Depictions of Jesus as white persist despite being Middle Eastern.(Photo: Unsplash/Leon Oblak)

Most British Christians think images of a 'white Jesus' are acceptable, but polling shows attitudes vary according to age and ethnicity.

The survey by YouGov found that over two-thirds (69%) of British Christians are comfortable with images depicting Jesus as white. This was higher than Britons overall (63%).

A similar proportion of Christians (68%) were comfortable with Jesus being depicted as Middle Eastern. 

But less than half of Christians (44%) said they would be happy with a black Jesus.

The survey was conducted in the run-up to Christmas, a time of year typically awash with depictions of a fair-skinned Jesus in nativity scenes and on Christmas cards.

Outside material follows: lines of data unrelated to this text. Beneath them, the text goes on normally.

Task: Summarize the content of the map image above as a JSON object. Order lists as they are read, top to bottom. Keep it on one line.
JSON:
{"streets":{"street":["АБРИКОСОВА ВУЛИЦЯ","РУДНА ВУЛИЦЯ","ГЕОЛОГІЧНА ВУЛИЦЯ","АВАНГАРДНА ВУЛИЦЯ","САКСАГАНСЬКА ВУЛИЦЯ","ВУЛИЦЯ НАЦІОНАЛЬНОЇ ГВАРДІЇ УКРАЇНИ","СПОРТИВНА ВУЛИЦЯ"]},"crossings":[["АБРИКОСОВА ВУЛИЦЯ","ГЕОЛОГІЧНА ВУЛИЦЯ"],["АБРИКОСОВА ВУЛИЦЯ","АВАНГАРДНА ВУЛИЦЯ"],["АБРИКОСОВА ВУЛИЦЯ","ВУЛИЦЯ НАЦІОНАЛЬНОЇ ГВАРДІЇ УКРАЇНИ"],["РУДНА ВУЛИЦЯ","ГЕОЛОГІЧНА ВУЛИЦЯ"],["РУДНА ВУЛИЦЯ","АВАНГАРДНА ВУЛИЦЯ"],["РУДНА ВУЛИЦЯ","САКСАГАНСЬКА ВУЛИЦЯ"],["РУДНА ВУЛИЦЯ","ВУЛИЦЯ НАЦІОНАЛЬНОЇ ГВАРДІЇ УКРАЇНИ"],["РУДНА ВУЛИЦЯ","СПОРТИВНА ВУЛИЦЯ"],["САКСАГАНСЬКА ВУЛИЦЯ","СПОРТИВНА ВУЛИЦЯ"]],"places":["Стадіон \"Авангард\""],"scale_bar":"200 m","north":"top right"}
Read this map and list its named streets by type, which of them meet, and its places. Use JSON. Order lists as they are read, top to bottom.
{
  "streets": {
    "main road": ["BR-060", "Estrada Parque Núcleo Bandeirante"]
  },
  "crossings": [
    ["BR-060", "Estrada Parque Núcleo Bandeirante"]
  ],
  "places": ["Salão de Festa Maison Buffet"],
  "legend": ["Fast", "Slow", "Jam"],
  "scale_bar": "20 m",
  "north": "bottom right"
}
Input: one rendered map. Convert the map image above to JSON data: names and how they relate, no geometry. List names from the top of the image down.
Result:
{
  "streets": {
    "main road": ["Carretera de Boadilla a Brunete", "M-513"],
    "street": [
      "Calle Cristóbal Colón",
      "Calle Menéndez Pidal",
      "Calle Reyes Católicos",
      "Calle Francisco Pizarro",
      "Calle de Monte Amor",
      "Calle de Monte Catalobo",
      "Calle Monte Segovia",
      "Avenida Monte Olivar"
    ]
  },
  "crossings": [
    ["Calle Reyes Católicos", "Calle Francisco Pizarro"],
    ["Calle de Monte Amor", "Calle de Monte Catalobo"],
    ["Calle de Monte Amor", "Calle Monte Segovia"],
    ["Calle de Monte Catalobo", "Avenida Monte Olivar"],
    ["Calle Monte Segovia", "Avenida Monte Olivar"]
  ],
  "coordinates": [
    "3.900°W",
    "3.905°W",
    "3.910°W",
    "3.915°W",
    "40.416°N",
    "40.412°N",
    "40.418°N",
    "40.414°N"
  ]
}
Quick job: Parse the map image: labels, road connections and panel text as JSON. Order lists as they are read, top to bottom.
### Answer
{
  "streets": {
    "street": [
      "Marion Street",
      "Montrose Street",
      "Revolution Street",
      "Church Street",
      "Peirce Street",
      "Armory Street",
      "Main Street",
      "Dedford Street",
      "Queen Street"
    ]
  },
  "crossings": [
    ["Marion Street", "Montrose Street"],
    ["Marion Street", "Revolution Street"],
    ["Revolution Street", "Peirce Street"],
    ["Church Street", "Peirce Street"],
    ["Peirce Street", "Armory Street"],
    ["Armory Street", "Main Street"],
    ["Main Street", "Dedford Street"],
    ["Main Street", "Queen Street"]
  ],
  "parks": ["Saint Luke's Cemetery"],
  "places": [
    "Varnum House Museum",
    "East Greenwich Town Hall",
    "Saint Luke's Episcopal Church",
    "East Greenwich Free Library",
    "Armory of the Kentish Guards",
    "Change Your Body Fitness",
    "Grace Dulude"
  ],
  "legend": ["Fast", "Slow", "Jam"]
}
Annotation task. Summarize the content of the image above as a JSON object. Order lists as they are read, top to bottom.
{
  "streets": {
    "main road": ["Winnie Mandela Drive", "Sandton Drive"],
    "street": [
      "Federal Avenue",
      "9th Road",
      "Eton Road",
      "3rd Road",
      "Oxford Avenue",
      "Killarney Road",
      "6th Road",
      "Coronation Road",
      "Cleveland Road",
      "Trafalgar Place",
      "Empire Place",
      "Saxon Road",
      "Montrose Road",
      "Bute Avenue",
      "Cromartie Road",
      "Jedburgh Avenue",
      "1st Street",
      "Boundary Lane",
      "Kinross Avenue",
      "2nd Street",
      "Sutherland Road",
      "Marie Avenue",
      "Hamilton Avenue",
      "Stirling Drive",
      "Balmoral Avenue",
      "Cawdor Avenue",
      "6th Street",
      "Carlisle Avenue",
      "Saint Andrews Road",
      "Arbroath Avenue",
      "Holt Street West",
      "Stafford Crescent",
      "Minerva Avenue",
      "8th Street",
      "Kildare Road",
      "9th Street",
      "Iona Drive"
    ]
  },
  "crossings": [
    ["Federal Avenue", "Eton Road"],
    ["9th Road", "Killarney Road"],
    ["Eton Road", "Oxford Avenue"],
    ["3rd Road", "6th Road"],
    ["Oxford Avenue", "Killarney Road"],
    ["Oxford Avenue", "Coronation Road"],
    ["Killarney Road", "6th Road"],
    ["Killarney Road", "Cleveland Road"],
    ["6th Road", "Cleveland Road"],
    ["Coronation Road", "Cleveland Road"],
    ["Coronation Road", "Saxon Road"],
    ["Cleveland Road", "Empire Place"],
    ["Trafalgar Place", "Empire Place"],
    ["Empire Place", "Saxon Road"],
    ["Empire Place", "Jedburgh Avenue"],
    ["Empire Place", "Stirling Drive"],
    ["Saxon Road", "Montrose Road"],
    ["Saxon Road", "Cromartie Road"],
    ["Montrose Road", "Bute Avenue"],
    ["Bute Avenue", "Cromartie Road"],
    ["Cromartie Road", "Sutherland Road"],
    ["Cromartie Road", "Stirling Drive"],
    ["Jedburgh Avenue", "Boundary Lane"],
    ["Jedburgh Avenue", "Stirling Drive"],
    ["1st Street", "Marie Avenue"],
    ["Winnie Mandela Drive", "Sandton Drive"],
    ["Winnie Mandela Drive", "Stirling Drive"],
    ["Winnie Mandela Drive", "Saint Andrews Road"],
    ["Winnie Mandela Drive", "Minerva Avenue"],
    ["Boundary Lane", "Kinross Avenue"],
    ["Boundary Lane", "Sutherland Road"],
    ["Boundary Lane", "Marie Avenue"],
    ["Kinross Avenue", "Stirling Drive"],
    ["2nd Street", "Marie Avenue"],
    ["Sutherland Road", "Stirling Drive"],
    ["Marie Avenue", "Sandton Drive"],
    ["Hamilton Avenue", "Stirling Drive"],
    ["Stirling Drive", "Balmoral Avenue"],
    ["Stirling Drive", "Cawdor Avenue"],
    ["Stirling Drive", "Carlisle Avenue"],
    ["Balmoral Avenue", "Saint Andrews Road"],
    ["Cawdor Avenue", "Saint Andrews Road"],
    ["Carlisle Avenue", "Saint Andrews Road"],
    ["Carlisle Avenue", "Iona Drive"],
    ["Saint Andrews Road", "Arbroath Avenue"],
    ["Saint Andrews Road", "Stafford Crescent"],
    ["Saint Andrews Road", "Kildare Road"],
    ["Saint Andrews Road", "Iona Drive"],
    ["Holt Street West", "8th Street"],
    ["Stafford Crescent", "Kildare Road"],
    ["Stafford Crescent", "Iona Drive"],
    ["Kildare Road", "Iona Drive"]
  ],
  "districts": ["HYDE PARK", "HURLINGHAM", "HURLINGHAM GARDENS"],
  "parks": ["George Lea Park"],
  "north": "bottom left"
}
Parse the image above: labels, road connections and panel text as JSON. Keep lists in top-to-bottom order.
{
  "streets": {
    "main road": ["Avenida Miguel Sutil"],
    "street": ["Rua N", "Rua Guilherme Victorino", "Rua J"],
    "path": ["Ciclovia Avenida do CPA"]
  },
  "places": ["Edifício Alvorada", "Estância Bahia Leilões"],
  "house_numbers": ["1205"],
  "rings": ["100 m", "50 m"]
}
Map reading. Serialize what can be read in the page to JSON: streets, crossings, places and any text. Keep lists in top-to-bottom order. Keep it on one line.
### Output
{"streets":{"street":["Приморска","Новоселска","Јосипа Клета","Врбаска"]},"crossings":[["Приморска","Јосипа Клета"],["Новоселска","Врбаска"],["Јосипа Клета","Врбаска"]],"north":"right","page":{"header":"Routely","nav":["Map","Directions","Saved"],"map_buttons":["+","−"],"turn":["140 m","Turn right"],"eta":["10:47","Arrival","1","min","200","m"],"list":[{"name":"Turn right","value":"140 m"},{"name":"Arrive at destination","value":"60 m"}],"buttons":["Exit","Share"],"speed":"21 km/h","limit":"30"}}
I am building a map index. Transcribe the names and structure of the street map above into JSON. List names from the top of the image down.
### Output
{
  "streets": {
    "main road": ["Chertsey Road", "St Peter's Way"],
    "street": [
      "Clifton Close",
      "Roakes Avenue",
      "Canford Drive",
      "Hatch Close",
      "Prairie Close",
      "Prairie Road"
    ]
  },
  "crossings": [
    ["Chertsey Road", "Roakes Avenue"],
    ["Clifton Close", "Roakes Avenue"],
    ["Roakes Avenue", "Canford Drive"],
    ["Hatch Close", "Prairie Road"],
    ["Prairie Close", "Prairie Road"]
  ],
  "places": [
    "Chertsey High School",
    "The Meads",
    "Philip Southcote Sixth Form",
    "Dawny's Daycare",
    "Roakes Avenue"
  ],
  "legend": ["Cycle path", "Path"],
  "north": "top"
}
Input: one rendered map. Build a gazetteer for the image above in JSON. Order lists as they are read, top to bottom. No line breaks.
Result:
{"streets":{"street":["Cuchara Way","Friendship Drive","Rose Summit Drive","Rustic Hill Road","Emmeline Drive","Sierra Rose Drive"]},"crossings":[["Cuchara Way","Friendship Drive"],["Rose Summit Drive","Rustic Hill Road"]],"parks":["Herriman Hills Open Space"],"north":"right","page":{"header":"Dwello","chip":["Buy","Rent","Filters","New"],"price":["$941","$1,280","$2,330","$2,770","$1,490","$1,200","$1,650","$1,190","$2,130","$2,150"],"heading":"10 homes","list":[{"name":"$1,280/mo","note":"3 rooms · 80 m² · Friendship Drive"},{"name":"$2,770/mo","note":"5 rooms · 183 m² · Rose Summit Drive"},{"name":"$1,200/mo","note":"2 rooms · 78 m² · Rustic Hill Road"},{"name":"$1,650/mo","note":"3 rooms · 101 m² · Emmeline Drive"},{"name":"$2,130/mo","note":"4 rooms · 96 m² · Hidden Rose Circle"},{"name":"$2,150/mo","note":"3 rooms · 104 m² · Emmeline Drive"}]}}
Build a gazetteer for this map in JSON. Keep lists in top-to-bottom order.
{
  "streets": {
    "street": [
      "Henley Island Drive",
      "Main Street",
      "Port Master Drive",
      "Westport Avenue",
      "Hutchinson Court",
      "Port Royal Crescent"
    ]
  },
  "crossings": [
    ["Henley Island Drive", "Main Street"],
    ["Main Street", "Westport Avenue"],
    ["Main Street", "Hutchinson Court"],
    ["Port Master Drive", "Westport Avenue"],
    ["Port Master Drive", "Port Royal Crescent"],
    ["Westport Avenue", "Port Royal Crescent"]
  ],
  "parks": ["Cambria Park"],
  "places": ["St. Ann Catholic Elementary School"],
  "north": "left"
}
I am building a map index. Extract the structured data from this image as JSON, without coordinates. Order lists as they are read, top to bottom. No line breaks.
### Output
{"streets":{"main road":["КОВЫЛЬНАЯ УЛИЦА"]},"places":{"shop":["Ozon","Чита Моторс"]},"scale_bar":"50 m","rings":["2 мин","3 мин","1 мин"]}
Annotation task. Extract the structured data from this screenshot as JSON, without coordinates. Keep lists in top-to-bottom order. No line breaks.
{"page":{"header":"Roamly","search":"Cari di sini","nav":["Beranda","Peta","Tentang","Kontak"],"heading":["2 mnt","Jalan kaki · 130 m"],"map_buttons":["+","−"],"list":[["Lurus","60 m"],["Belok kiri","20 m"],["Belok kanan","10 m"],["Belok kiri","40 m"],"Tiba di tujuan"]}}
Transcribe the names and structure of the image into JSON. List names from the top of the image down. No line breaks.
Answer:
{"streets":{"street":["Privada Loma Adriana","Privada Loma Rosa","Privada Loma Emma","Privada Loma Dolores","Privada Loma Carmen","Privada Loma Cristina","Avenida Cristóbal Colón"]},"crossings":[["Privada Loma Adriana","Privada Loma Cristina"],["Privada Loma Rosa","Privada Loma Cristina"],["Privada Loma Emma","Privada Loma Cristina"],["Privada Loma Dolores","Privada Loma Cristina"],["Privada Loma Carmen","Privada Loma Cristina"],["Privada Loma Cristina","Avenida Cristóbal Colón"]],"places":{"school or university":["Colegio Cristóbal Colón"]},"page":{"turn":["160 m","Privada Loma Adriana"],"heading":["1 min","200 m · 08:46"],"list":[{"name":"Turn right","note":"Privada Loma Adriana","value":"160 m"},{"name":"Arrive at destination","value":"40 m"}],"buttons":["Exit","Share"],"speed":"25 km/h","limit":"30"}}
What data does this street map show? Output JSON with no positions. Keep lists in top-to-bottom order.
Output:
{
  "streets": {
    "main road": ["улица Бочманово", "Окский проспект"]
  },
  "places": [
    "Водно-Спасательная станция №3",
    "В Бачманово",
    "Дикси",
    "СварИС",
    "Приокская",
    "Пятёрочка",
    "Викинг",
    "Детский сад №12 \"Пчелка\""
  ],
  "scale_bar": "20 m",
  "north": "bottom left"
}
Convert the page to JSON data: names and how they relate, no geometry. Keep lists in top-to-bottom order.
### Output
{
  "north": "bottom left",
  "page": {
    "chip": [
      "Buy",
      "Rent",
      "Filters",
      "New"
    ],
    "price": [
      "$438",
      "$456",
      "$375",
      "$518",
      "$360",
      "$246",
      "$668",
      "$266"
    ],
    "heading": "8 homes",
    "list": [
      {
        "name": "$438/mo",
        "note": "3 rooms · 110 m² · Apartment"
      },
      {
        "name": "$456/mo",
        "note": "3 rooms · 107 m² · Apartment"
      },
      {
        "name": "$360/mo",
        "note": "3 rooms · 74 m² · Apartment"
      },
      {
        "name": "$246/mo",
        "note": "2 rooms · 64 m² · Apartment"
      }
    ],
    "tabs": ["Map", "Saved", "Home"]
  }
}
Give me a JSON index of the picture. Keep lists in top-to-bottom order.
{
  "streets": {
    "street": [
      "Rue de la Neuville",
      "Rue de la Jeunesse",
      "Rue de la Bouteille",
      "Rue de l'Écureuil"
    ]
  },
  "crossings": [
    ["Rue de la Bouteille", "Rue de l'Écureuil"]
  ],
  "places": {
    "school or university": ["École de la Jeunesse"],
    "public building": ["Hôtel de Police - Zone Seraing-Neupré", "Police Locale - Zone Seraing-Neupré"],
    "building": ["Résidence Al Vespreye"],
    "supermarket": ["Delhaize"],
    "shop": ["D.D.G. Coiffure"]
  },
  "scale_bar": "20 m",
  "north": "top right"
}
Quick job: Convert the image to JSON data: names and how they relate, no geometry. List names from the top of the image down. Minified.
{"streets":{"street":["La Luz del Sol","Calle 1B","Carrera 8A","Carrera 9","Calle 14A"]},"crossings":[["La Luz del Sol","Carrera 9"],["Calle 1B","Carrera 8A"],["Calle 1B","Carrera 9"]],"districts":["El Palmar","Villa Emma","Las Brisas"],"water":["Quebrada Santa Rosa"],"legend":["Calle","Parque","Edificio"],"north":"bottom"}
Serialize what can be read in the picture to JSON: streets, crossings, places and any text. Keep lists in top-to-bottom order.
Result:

Ethnic minority Britons were far less likely to approve of images of a white Jesus (40%) and ethnic minority Christians were the least likely to be comfortable with such a depiction (36%).

By contrast, six in 10 ethnic minority Christians said Jesus should be depicted as Middle Eastern. 

The survey also found significant differences according to age, with younger Britons less accepting of a white saviour (51% of 18-24 year olds, 61% of 25-49 year olds) than older generations (66-67% of those aged 50+).

Commenting on the results, Matthew Smith, YouGov's Head of Data Journalism, said, "The debate as to Jesus Christ's ethnicity has been going on for a long time, perhaps hundreds, if not thousands, of years.

"Christ is commonly depicted as being a White man, with the Washington Post crediting Warner E. Sallman's 1940 painting "Head of Christ" – which has since been reproduced a billion times ­– as playing a key role in this.

"The image of Christ as a man with white skin and blue eyes would appear to be at odds with what is likely, given the biblical account of his family hailing from the Middle East.

"Nevertheless, Britons are far more likely to say they usually see Jesus being depicted as white (58%) than Middle Eastern (22%)."